Work required => Only text lines belong in the answer: the lines from the first one in the records through the line with "position:relative; flex:1; overflow:hidden", copied exactly.

Material for this task =>
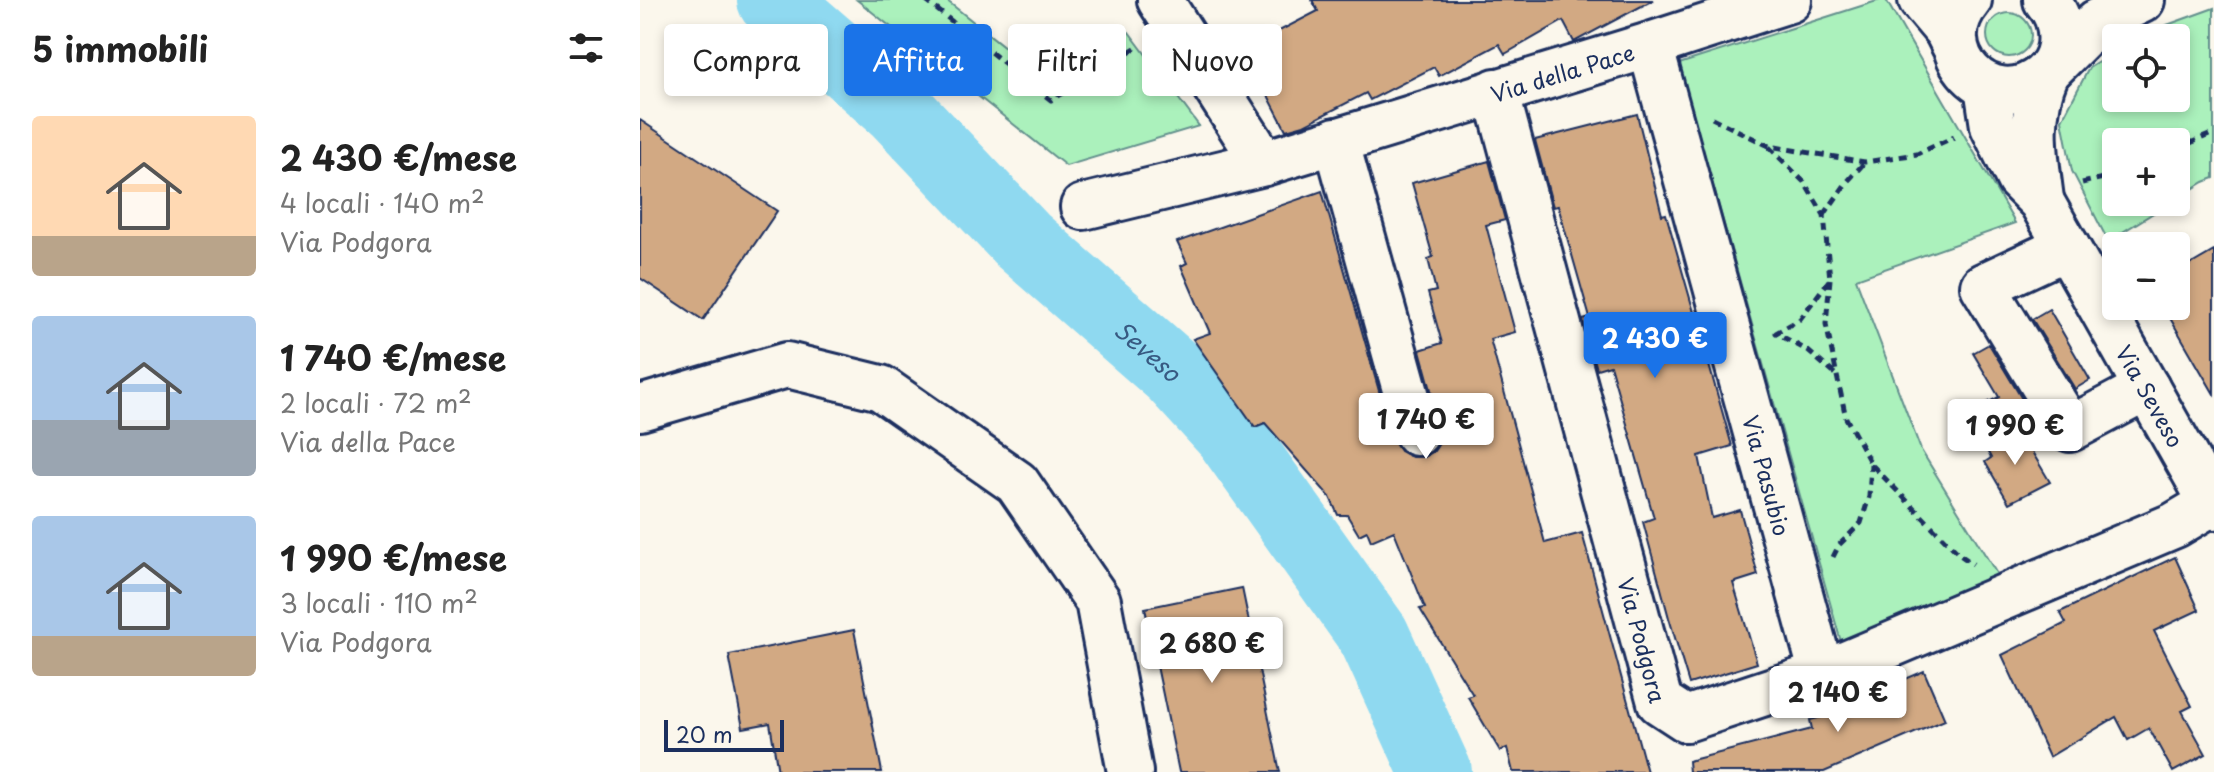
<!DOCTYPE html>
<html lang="it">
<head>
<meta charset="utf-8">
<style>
	body { margin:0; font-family:"Playpen Sans",sans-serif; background:#f6f6f6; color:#222; height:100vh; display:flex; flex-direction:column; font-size:30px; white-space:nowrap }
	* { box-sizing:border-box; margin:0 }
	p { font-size:26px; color:#767676 }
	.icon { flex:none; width:44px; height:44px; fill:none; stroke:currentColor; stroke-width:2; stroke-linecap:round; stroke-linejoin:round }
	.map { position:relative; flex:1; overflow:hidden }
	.panel { display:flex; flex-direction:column; background:#fff; width:640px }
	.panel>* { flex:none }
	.banner { position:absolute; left:24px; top:24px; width:760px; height:72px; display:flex; gap:16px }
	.controls { position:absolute; left:1462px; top:24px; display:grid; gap:16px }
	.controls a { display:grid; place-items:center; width:88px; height:88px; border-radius:8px; background:#fff; box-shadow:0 4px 12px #0003; font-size:40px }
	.scale { position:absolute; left:24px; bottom:20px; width:120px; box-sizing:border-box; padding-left:8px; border:4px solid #1b2f5e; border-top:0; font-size:22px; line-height:28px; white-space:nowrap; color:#1b2f5e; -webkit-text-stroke:6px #fbf7ec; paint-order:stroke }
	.price { position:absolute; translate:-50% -68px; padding:0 18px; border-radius:8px; background:#fff; color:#222; font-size:26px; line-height:52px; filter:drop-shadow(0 2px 4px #0008) }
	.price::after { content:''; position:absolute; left:50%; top:48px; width:24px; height:18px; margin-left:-12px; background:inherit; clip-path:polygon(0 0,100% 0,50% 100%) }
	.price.on { background:#1a73e8; color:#fff }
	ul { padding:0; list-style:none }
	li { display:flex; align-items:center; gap:24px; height:200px; padding:0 32px }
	li span { display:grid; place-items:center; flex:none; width:224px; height:160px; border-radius:8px; color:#555 }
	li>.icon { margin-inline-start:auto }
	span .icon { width:96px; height:96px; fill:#fffc; stroke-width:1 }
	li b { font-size:34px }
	h2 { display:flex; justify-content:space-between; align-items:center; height:96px; padding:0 32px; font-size:34px }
	.tag { padding:0 28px; border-radius:8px; background:#fff; box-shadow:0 4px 12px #0003; font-size:28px; line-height:72px }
	.tag.on { background:#1a73e8; color:#fff }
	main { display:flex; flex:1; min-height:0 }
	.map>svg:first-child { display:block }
</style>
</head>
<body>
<main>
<section class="panel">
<h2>5 immobili<svg class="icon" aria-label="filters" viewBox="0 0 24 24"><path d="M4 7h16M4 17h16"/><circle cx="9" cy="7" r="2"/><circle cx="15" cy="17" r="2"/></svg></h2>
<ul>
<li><span style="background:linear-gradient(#ffd9b3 75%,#b9a48a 0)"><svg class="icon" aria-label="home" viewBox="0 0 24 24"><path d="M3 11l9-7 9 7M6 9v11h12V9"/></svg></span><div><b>2 430 €/mese</b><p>4 locali · 140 m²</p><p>Via Podgora</p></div></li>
<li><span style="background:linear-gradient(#a9c7e8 65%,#9aa5b1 0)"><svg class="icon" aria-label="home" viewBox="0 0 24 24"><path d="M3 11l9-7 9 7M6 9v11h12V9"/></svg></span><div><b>1 740 €/mese</b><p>2 locali · 72 m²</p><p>Via della Pace</p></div></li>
<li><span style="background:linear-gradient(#a9c7e8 75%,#b9a48a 0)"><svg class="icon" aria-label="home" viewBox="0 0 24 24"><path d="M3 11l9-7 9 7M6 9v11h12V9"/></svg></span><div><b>1 990 €/mese</b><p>3 locali · 110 m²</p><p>Via Podgora</p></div></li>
</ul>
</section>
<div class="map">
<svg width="1574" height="772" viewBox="0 0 1574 772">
	<rect width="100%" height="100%" fill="#fbf7ec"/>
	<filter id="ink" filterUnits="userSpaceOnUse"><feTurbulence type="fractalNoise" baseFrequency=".0125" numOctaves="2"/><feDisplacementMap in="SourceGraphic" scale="16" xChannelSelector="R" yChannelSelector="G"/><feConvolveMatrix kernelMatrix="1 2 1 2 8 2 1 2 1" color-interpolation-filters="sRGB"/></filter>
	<g filter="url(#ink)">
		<g fill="#abf1bc" stroke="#63908d" stroke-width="2">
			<polygon points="217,0 306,0 410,83 489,32 559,126 426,166"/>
			<polygon points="1240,0 1246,0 1375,223 1216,279 1281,450 1360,579 1201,642 1039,64"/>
			<polygon points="1574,8 1574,178 1564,182 1536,199 1536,142 1476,142 1476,202 1531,202 1468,241 1432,171 1422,120 1449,68 1476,51 1476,98 1536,98 1536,38 1497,38 1505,33"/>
			<circle cx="1369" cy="35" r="22"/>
		</g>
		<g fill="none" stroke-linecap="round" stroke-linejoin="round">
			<path stroke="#8fd9f0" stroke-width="72" id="s1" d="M 133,0 L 257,108 L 383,241 L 535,374 L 590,434 L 734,636 L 796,772"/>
		</g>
		<g fill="#d2a983" stroke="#1b2f5e" stroke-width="2">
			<polygon points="672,0 1013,0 934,42 923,21 865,54 859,44 799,76 794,67 730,100 726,93 664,125 646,130 604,49 678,11"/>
			<polygon points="997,114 1022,215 1026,214 1092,446 1059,456 1072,518 1100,510 1118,575 1093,583 1117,663 1049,684 1029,618 1003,522 1014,518 970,365 957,369 943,320 950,318 918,206 913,207 895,140"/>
			<polygon points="0,120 137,211 63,320 0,278"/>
			<polygon points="849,161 865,220 846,225 875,332 850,339 905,543 942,533 1007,772 873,772 867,748 860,751 828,697 833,695 780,609 785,608 754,531 731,541 727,531 719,535 707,515 698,515 690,497 625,423 615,427 553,339 570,333 541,266 547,263 537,242 682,191 753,440 760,451 772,457 784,457 794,451 801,440 801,426 780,350 802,343 788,293 796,291 788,259 793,257 772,183"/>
			<polygon points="1574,251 1574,394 1523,306 1536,306 1536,273"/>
			<polygon points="1409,309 1450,380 1435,389 1392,319"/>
			<polygon points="1349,344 1391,414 1354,436 1337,408 1359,397 1333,353"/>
			<polygon points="1379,430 1410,482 1369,503 1345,462 1351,458 1345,447"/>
			<polygon points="1535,557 1559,610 1514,631 1552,706 1542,711 1566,754 1533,772 1509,728 1488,740 1476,717 1409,757 1362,655 1426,623 1420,612"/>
			<polygon points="602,588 640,772 539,772 505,608"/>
			<polygon points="214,630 242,772 138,772 130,723 103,728 89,655"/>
			<polygon points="1284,671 1305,720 1184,772 1049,772 1048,761 1172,729 1170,720 1215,709 1212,702"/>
		</g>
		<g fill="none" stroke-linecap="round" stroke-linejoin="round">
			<defs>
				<g id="minor">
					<polyline points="520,0 624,163"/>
					<polyline points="1281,0 1307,31 1314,45"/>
					<path d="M 1329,0 C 1286,51 1350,118 1402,77 C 1412,69 1418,58 1420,46 C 1422,29 1418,13 1406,0"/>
					<path id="s2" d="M 1010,45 L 1182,674"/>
					<polyline points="1412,67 1457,22 1502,0"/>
					<path id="s3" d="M 1347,86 L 1353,126 L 1379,179 L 1401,201 L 1574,507"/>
					<path id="s4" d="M 856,91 L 1020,702 L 1046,719 L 1182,674 L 1535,525 L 1572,503"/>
					<polyline points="696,140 777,433"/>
					<path d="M 1401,199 C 1395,153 1388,116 1407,72"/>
					<path id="s5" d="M 443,207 L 624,163 L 1010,45 L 1149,0"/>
					<polyline points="1427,247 1343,286 1430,429 1507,388"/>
					<polyline points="0,408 147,365 241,388 377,483 458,601 490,772"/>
				</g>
			</defs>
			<use href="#minor" stroke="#1b2f5e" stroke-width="50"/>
			<g stroke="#1b2f5e" stroke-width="5" stroke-dasharray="8 6" stroke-linecap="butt">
				<polyline points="285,0 411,100 500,45"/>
				<polyline points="1072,118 1129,146 1225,162 1277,154 1314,137"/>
				<polyline points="1129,147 1164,182 1184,215 1190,279 1160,319 1136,333 1168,351 1197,376"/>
				<polyline points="1536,149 1574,133"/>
				<polyline points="1442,183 1476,175"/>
				<polyline points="1184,215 1207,182 1225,162"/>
				<polyline points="1190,279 1186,324 1206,418 1231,464 1320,555 1333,564"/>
				<polyline points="1193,557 1199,545 1221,523 1229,497 1231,464"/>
			</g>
			<use href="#minor" stroke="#fbf7ec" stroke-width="44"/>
		</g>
	</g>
	<g text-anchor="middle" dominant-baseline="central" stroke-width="6" stroke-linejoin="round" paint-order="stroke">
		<g font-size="22" fill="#1b2f5e" stroke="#fbf7ec">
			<text stroke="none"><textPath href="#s5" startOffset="498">Via della Pace</textPath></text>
			<text stroke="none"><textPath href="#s3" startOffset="354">Via Seveso</textPath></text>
			<text stroke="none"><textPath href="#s2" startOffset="446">Via Pasubio</textPath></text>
			<text stroke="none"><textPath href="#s4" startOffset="568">Via Podgora</textPath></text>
		</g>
		<g font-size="24" font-style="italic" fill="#385a82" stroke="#fbf7ec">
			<text stroke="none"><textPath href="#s1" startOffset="514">Seveso</textPath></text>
		</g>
	</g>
</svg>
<div class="controls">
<a><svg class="icon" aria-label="locate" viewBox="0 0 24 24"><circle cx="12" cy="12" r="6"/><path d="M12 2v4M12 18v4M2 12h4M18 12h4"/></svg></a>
<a>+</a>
<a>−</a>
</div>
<div class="scale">20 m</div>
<b class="price on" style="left:1015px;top:380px">2 430 €</b>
<b class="price" style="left:786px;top:461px">1 740 €</b>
<b class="price" style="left:1375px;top:467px">1 990 €</b>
<b class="price" style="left:572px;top:685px">2 680 €</b>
<b class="price" style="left:1198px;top:734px">2 140 €</b>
<div class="banner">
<a class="tag">Compra</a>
<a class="tag on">Affitta</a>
<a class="tag">Filtri</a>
<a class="tag">Nuovo</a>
</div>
</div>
</main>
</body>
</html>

Response below =>
<!DOCTYPE html>
<html lang="it">
<head>
<meta charset="utf-8">
<style>
	body { margin:0; font-family:"Playpen Sans",sans-serif; background:#f6f6f6; color:#222; height:100vh; display:flex; flex-direction:column; font-size:30px; white-space:nowrap }
	* { box-sizing:border-box; margin:0 }
	p { font-size:26px; color:#767676 }
	.icon { flex:none; width:44px; height:44px; fill:none; stroke:currentColor; stroke-width:2; stroke-linecap:round; stroke-linejoin:round }
	.map { position:relative; flex:1; overflow:hidden }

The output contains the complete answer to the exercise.